» **Task to carry out**
What you return should be each line of the data containing the string "tools".

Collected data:
===

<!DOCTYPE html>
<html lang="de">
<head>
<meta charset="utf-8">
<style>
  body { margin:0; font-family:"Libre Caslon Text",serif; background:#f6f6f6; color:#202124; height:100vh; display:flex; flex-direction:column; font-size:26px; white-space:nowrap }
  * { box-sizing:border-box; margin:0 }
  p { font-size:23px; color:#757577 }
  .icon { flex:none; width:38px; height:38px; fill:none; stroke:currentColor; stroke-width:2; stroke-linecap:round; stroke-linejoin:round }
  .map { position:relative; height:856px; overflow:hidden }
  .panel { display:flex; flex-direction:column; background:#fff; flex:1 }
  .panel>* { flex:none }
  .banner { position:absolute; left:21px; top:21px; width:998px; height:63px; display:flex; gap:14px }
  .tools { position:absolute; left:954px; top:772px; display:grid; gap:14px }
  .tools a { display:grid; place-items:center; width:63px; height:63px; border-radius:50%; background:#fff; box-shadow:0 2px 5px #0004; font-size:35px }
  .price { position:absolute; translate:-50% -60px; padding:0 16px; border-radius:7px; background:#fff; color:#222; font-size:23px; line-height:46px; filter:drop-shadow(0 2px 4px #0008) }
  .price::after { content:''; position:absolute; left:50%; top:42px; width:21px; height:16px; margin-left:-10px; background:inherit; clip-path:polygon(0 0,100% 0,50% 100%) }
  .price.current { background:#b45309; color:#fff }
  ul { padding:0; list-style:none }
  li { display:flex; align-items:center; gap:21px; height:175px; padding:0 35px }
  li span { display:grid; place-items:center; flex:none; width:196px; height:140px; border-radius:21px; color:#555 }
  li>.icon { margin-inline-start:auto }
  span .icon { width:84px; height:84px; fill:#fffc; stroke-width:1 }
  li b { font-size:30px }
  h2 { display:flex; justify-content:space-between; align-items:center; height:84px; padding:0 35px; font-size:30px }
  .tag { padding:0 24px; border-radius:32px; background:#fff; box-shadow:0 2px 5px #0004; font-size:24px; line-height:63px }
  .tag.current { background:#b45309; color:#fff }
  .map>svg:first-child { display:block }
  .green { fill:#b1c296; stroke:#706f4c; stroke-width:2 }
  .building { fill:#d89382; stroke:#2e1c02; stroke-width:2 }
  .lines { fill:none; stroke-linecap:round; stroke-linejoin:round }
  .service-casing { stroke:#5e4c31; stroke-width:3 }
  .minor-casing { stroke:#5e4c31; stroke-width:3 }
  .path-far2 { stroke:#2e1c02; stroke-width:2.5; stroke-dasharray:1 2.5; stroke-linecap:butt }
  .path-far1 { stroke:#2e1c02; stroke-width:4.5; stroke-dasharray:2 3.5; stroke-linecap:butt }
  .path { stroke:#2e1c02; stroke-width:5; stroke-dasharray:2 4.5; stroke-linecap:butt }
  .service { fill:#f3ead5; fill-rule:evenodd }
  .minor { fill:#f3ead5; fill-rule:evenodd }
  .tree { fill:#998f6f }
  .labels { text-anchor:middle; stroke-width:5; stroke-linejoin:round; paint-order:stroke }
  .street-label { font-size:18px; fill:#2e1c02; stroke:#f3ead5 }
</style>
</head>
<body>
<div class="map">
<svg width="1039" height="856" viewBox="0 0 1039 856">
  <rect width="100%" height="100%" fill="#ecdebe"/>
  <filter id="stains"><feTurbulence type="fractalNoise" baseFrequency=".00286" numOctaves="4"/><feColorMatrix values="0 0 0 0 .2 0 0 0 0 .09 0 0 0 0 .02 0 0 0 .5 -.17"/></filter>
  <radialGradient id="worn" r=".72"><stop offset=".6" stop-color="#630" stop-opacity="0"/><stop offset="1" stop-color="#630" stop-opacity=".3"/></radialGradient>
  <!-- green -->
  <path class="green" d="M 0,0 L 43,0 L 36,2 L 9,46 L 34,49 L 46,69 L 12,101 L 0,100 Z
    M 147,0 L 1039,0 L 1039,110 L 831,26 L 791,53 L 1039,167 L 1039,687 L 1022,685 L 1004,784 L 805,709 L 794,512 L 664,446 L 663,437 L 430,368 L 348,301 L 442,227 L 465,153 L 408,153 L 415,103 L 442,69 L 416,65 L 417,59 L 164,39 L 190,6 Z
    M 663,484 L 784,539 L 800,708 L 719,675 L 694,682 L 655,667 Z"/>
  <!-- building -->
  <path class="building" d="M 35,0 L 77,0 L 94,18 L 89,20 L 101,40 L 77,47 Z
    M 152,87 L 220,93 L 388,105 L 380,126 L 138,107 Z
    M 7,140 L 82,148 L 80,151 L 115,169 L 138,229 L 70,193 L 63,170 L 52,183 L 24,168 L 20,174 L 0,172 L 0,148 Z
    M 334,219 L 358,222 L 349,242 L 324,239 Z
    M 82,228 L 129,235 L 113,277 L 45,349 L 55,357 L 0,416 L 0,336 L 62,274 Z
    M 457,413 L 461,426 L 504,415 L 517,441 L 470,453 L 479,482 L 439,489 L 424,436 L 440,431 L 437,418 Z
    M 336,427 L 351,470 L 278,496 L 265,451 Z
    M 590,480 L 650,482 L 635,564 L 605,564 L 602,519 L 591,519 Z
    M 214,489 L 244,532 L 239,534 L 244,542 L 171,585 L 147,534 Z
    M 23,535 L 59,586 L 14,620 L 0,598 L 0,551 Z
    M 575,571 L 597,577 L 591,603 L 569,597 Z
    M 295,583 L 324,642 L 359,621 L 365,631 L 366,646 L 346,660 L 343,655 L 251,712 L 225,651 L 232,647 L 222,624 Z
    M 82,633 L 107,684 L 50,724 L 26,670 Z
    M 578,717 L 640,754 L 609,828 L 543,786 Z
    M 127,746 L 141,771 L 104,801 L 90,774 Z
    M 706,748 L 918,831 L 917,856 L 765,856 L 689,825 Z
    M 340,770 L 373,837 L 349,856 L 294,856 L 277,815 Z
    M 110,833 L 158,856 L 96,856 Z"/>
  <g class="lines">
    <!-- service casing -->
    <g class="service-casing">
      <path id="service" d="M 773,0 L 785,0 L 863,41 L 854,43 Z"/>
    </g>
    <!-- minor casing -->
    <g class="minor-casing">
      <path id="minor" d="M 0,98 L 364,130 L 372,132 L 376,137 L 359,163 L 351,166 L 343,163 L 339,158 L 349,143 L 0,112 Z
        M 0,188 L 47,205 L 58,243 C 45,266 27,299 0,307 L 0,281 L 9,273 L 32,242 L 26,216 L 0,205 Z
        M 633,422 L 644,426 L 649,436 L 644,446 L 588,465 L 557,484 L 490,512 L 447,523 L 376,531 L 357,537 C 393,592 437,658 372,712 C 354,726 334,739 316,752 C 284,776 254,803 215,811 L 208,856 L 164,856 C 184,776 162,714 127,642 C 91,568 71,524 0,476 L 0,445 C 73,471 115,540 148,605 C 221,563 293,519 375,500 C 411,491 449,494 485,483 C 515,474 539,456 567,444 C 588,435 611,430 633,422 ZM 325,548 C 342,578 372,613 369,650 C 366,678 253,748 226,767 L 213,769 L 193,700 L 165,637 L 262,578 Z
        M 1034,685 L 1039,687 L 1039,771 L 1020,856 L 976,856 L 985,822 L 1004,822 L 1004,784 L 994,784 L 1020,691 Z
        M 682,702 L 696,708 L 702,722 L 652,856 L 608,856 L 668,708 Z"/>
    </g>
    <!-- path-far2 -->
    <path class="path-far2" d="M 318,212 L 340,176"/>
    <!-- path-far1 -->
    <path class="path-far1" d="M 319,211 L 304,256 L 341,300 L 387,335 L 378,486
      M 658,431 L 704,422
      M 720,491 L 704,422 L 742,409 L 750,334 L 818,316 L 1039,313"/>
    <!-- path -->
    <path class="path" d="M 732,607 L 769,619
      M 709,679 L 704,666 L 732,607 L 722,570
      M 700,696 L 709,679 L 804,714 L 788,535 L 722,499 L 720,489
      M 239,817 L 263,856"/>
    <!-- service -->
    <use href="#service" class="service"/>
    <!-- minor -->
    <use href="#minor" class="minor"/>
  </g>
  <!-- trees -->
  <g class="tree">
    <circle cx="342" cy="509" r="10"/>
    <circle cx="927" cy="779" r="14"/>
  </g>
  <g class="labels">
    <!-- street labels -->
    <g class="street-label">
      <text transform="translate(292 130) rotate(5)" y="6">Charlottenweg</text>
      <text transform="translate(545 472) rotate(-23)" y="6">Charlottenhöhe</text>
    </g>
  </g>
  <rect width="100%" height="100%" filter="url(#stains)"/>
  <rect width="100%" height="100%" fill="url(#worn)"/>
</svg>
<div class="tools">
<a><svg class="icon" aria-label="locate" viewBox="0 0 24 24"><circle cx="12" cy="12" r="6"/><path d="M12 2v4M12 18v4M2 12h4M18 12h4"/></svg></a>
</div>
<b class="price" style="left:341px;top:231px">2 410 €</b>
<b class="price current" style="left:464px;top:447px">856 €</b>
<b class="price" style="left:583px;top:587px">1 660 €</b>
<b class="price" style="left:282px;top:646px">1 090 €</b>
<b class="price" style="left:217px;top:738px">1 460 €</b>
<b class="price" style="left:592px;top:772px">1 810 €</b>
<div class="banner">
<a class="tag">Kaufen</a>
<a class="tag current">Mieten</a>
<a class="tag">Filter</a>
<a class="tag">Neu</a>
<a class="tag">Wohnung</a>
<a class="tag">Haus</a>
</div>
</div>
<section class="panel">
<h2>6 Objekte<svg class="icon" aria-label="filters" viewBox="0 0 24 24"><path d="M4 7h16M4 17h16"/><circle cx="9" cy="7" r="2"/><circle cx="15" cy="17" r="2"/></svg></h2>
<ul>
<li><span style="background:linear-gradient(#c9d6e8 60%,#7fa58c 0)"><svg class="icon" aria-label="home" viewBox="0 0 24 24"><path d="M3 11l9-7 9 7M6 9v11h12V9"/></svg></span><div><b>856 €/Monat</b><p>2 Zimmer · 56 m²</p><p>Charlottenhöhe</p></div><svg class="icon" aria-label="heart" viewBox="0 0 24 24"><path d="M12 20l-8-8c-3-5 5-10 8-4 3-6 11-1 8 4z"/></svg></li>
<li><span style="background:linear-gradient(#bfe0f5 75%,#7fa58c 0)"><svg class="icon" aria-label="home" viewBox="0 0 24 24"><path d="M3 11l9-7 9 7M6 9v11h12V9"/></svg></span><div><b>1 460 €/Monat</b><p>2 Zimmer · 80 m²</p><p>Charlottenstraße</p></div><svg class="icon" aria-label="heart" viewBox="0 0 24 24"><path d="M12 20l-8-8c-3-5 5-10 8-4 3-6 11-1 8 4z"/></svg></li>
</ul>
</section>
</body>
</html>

===

» **Output of the task**
  .tools { position:absolute; left:954px; top:772px; display:grid; gap:14px }
  .tools a { display:grid; place-items:center; width:63px; height:63px; border-radius:50%; background:#fff; box-shadow:0 2px 5px #0004; font-size:35px }
<div class="tools">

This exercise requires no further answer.